Let’s go with Jagger, who reminds us daily on classic rock stations that “You can’t always get what you want, but if you try sometimes, you might find you can get what you need.”

What I want in February is consistent spotted seatrout and redfish action, as occurs in the fall and spring. What I need is fresh fish for dinner. If the former just isn’t happening, one way to achieve the latter is to leave the rods home, tuck a big cast net into a backpack, and target the plentiful mullet that hunker down in the St. Marks National Wildlife Refuge levee system. These swimmers, while also susceptible to the hard freezes that kill inshore predator species, are more willing than the fish who outrank them on the food chain to remain in shallow St Marks Refuge creeks.
dead mullet
There are three keys to finding these mullet: 1) Check out the dozens of springs that dot the Refuge along Deep Creek levee. Most of these springs are barely observable except on windless days at low tide. But once you find one, you have found a winter mullet magnet. 2) Seek soft mud bottoms along the levee, where terrain varies and can quickly change from hard-packed sand stretches to oozy mud patches.
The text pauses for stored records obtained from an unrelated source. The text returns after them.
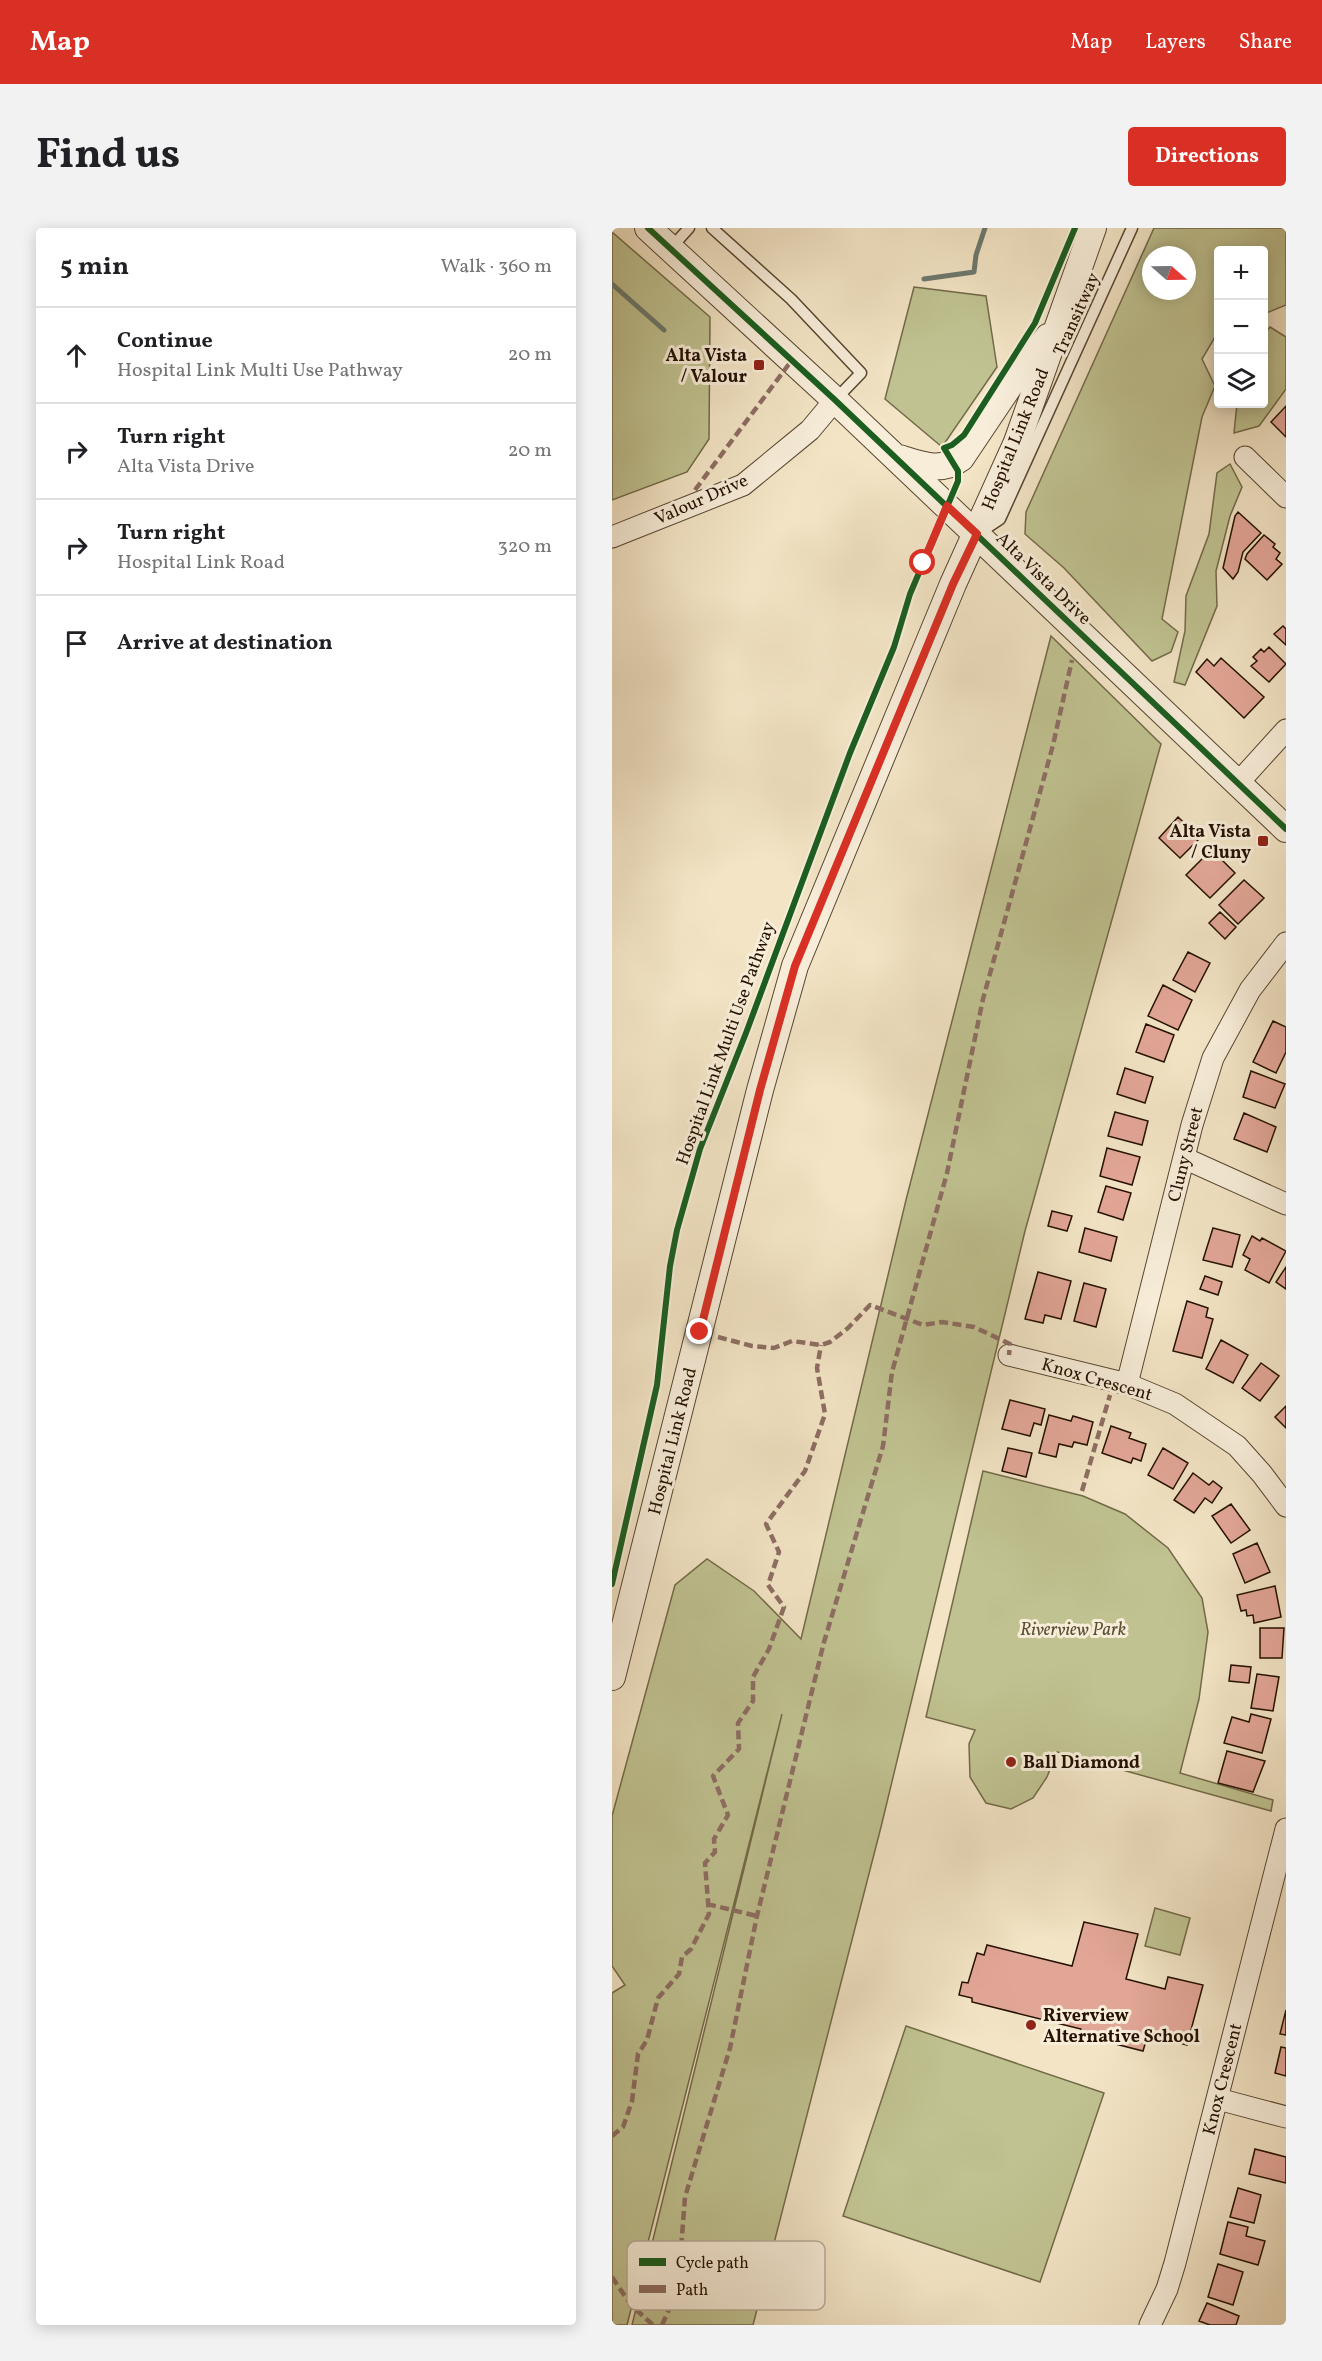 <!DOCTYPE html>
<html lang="en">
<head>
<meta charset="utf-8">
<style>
	body { margin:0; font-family:Vollkorn,serif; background:#f2f2f2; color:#202124 }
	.controls { position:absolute; right:18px; top:18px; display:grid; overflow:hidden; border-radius:6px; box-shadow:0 3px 15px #0003 }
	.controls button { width:54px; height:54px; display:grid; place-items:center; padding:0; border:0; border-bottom:2px solid #e0e0e0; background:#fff; color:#202124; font:30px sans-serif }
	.compass { position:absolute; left:530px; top:18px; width:54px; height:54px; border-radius:50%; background:#fff; box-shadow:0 3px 15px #0003; rotate:110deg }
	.stop { position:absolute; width:18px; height:18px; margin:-14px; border:4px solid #d93025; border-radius:50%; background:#fff }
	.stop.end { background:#d93025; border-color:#fff; box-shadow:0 2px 6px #0008 }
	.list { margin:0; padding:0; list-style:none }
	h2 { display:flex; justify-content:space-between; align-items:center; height:78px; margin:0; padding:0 24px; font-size:26px }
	h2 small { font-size:20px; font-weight:400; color:#757577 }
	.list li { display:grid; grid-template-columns:39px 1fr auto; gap:18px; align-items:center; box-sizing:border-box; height:96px; padding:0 24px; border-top:2px solid #e0e0e0 }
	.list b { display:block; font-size:22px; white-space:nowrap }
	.list p { margin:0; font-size:20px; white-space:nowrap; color:#757577 }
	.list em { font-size:20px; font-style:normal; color:#757577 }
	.icon { flex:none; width:33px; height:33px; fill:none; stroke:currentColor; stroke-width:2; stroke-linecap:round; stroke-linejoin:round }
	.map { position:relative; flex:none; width:674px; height:2097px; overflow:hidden; border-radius:6px }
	header { display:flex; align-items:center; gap:36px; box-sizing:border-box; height:84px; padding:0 30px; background:#d93025; color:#fff }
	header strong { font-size:28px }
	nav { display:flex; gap:33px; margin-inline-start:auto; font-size:21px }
	.intro { display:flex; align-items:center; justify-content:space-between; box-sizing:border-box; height:144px; padding:0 36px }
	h1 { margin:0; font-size:42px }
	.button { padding:15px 27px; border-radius:6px; background:#d93025; color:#fff; font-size:21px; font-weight:700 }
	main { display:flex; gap:36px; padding:0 36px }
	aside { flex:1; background:#fff; border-radius:6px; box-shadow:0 3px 15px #0003 }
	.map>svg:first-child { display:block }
	.green { fill:#c0c291; stroke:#726a48; stroke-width:1.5; fill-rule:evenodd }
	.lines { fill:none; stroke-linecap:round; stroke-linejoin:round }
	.stream { stroke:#6c796e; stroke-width:5 }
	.building { fill:#e2a697; stroke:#251100; stroke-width:1.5 }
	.service-casing { stroke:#584631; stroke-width:13 }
	.minor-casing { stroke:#584631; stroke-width:23 }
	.tertiary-casing { stroke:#584631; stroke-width:28 }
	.service { stroke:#f7edd9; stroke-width:10 }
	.minor { stroke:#f7edd9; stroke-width:21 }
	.tertiary { stroke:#f7edd9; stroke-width:26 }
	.quiet { stroke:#8d6e63; stroke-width:4.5; stroke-dasharray:9 4.5; stroke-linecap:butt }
	.cycleway-casing { stroke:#f7edd9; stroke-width:10 }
	.cycleway { stroke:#1b5e20; stroke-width:6 }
	.route { stroke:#d93025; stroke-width:8 }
	.poi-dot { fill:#8f2418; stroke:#f7edd9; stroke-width:2 }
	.labels { text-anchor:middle; stroke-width:6; stroke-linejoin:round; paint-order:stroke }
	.street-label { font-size:18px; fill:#251100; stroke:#f7edd9 }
	.poi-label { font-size:18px; font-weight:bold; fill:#251100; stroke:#f7edd9; text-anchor:end }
	.park-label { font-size:18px; font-style:italic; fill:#5b4f33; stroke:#f7edd9 }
	.key { fill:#f7edd9; stroke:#b8ab98; stroke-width:1.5 }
	.key-label { font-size:16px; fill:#251100 }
</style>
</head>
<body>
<header>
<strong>Map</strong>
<nav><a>Map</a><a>Layers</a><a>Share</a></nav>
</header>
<div class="intro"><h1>Find us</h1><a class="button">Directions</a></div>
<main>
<aside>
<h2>5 min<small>Walk · 360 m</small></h2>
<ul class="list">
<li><svg class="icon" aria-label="ahead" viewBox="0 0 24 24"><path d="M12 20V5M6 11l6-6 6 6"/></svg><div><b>Continue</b><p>Hospital Link Multi Use Pathway</p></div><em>20 m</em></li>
<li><svg class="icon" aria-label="right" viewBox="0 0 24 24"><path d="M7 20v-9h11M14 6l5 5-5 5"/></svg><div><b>Turn right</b><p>Alta Vista Drive</p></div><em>20 m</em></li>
<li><svg class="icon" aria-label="right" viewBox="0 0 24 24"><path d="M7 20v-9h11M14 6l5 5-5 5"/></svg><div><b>Turn right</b><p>Hospital Link Road</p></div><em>320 m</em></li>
<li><svg class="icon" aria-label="arrive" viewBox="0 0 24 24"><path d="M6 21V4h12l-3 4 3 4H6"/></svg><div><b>Arrive at destination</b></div></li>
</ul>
</aside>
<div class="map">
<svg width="674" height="2097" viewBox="0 0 674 2097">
	<rect width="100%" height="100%" fill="#f2e4c5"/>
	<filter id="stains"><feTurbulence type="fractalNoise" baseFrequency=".00333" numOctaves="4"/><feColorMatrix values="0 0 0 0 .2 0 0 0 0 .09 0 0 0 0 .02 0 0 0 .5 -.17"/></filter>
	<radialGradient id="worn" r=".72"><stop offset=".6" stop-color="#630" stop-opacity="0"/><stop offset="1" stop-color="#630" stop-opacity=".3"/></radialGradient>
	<!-- green -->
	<path class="green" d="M542 0H674V77L652 86V22H606V104L590 131 603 158 590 189 550 391 566 404 559 424 540 433 452 340 413 306 414 284ZM539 27H575V63H539Z
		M0 4 98 89 97 211 75 244 0 272Z
		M302 59 374 68 385 139 330 219 273 171Z
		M658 99 674 109V161L647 198 622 205 625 176H652V106Z
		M618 236 630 259 618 288 604 343 605 378 573 457 562 454 573 403 574 368 597 306 605 245Z
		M439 408 549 516 413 1003 269 1599 141 2097H20L170 1486 15 2097H0V1765L13 1757 0 1738V1588L63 1357 95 1331 142 1363 189 1411 294 972Z
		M371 1243 471 1268 513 1286 556 1320 590 1370 596 1404 587 1471 568 1545 661 1572 659 1583 445 1524 435 1549 421 1570 399 1581 374 1575 358 1549 357 1516 363 1502 314 1489Z
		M543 1680 578 1690 568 1727 533 1718Z
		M294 1798 492 1865 428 2054 231 1988Z"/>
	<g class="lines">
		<!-- stream -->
		<path class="stream" d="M312 51 362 44 364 27 373 0
			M0 56 52 102"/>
	</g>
	<!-- building -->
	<path class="building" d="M674 178V209L659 194Z
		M626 284 649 305 631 324 626 344 621 351 611 340 623 288Z
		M652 307 663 316 661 319 668 325 664 331 670 336 655 352 633 331 635 326Z
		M671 398 674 401V417L662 406Z
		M657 419 674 436 657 454 639 438 645 433 641 429 649 421 652 424Z
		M609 430 652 469 632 490 584 444 595 431 602 438Z
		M566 589 588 610 568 630 547 610Z
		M597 624 603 629 605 627 623 645 598 670 574 647Z
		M632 652 652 670 626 696 607 677Z
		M608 684 624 699 613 711 597 695Z
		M576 724 598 735 583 764 561 752Z
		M551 757 580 772 566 802 536 788Z
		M661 793 674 799V824L664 845 641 834Z
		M534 796 562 807 552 834 524 824Z
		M513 840 541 849 533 875 505 866Z
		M639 843 673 856 663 880 631 869Z
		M503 884 536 893 530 917 496 908Z
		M632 885 664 899 655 924 622 911Z
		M495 920 528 929 520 957 488 948Z
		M494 958 519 965 511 992 486 984Z
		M440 983 460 988 455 1003 436 998Z
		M473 1000 505 1009 499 1033 467 1024Z
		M601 1000 628 1007 620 1039 591 1032Z
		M640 1008 648 1013 650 1010 674 1023 657 1055 633 1042 638 1031 631 1027Z
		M674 1039V1061L664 1054Z
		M426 1044 459 1053 449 1091 433 1087 431 1095 413 1091Z
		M593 1048 610 1054 606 1067 588 1061Z
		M472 1055 494 1061 484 1099 462 1093Z
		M575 1073 596 1080 594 1089 601 1091 590 1130 561 1123Z
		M609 1112 636 1127 621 1155 594 1141Z
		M649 1135 667 1148 648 1173 630 1160Z
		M398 1172 433 1181 429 1197 422 1195 418 1208 390 1201Z
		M674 1178V1200L663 1189Z
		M437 1187 459 1193 461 1188 481 1194 475 1217 462 1214 460 1219 447 1216 444 1229 427 1225Z
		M499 1198 519 1205 517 1210 534 1216 529 1233 521 1230 519 1235 490 1225Z
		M396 1220 420 1225 414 1249 390 1243Z
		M551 1220 576 1235 561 1261 536 1247Z
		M581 1245 597 1257 601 1253 610 1260 600 1275 593 1270 582 1285 562 1272Z
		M619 1276 638 1302 619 1315 600 1288Z
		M645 1315 658 1344 633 1355 621 1326Z
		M663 1358 669 1389 642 1395 641 1387 635 1388 634 1382 629 1383 625 1367Z
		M648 1400H672L670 1430H648Z
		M619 1437 639 1439 637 1455 617 1453Z
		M645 1446 667 1449 661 1483 639 1480Z
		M639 1486 659 1491 650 1525 612 1515 620 1489 637 1494Z
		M615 1523 653 1533 641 1564 606 1555Z
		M472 1694 526 1706 514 1751 553 1761 556 1749 591 1757 575 1817 536 1806 531 1823 468 1807 469 1801 360 1774V1770L347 1767 350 1754 356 1755 365 1725 372 1727 375 1717 460 1738Z
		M674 1782V1807L668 1806Z
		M669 1819 674 1820V1848L663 1845Z
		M643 1921 674 1929V1955L637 1946Z
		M626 1960 649 1967 642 1995 618 1989Z
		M616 1994 636 1999 634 2008 653 2013 646 2037 608 2026Z
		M606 2036 631 2044 621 2077 596 2069Z
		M595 2075 627 2088 624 2097H598L587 2093Z"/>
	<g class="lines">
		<defs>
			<path id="service" d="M100 0 179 71 249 145 223 172
				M59 20 77 0
				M373 301 388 291 520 0"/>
			<path id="minor" d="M633 229 674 269
				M0 309 131 257 198 202 223 172
				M626 555 674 502
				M572 930 674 976
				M397 1127 515 1156 563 1176 625 1218 650 1246 674 1278
				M515 1156 580 897 601 830 638 762 674 715
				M606 1871 674 1889
				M538 2097 555 2061 563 2035 674 1601"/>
			<path id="tertiary" d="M36 0 223 172 674 601
				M287 230C309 237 329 245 349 230L398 157 436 109
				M0 1449 148 862 183 738 341 356 405 214 481 0"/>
		</defs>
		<!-- service casing -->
		<use href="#service" class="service-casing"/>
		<!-- minor casing -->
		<use href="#minor" class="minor-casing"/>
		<!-- tertiary casing -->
		<use href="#tertiary" class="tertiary-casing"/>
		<!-- service -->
		<use href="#service" class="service"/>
		<!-- minor -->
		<use href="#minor" class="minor"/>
		<!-- tertiary -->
		<use href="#tertiary" class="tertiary"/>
		<!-- quiet -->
		<path class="quiet" d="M83 262 180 132
			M106 1109 140 1118 162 1120 180 1113 209 1117 218 1114 236 1100 258 1077 311 1097 330 1094 362 1099 398 1116 397 1127
			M470 1263 498 1167
			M95 1676 145 1688
			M0 1908 11 1899 20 1873 26 1826 35 1812 46 1770 67 1746 70 1729 79 1721 97 1686 93 1635 103 1624 102 1611 116 1587 101 1548 127 1521 126 1495 141 1473V1449L157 1421 172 1379 156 1357 167 1324 154 1296 193 1243 213 1186 205 1140 209 1117
			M0 2049 19 2077 41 2097
			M50 2097 59 2077 68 2034 73 1969 118 1820 145 1688 212 1414 271 1218 280 1144 335 945 371 771 441 517 460 432"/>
		<defs>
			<path id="cycleway" d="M36 0 223 172 674 601
				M0 1356 45 1157 58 1038 65 1002 88 921 134 805 238 525 282 419 298 366 346 253V243L332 220 340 217 352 207 423 95 463 0"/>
		</defs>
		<!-- cycleway casing -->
		<use href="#cycleway" class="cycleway-casing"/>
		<!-- cycleway -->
		<use href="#cycleway" class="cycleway"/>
	</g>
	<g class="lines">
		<!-- route -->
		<path class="route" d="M88 1104 148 862 183 738 341 356 365 306 335 278 311 335"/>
	</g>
	<!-- markers -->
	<g class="poi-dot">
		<rect x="141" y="131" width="12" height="12" rx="3"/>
		<rect x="645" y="607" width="12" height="12" rx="3"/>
		<circle cx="399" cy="1534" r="6"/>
		<circle cx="419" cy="1797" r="6"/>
	</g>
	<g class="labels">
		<!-- street labels -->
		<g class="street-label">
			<text transform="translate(464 86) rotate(-66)" y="6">Transitway</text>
			<text transform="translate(403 211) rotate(-68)" y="6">Hospital Link Road</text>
			<text transform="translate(89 271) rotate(-24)" y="6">Valour Drive</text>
			<text transform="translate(432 350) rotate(44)" y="6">Alta Vista Drive</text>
			<text transform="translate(113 815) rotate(-70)" y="6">Hospital Link Multi Use Pathway</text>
			<text transform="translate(573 926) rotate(-76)" y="6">Cluny Street</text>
			<text transform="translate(485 1151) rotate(16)" y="6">Knox Crescent</text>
			<text transform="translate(60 1213) rotate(-76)" y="6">Hospital Link Road</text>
			<text transform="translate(610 1851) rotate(-76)" y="6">Knox Crescent</text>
		</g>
		<!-- poi labels -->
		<g class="poi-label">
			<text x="135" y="133">Alta Vista<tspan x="135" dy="21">/ Valour</tspan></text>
			<text x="639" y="609">Alta Vista<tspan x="639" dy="21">/ Cluny</tspan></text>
			<text x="411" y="1540" text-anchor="start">Ball Diamond</text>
			<text x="431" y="1793" text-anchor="start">Riverview<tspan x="431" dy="21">Alternative School</tspan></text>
		</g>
		<!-- park labels -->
		<g class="park-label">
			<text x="461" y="1407">Riverview Park</text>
		</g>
	</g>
	<!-- legend -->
	<rect x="15" y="2013" width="198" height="69" rx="9" class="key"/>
	<rect x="27" y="2030" width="27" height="8" fill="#1b5e20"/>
	<rect x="27" y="2057" width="27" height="8" fill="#8d6e63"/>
	<g class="key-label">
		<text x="64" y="2040">Cycle path</text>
		<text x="64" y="2067">Path</text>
	</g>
	<rect width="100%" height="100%" filter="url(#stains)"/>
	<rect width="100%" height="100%" fill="url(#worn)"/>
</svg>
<div class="controls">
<button>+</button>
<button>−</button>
<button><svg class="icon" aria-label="layers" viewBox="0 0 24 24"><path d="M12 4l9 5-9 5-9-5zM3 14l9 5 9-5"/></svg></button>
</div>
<svg class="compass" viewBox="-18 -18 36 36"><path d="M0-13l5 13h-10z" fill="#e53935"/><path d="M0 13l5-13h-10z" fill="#757577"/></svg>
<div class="stop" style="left:311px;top:335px"></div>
<div class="stop end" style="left:88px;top:1104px"></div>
</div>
</main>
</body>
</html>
A careful advance to the edge of a bog – ideally the day after it has been warmed by sunny skies – can yield access to stacks of mullet hugging that cozy warm mud bed. 3) If you discover a likely area, but your net sum is zero after many tosses, do NOT give up. Cold weather mullet don’t so much disappear as concentrate. Two weeks ago, I took my visiting brother-in-law for a mullet mission on the levees. We pummeled a spring-fed, soft-bottomed lagoon from the bank with cast nets for an hour, to no avail. Out of desperation, we waded a half-dozen steps into the muck for a few final throws. SHA-ZAM! Turns out scores of mullet were in there all right, just packed together tightly, and slightly deeper than we supposed. In a handful of casts, we cured ourselves of EFS. Yes, warm is good, but mullet fried fresh in peanut oil is better.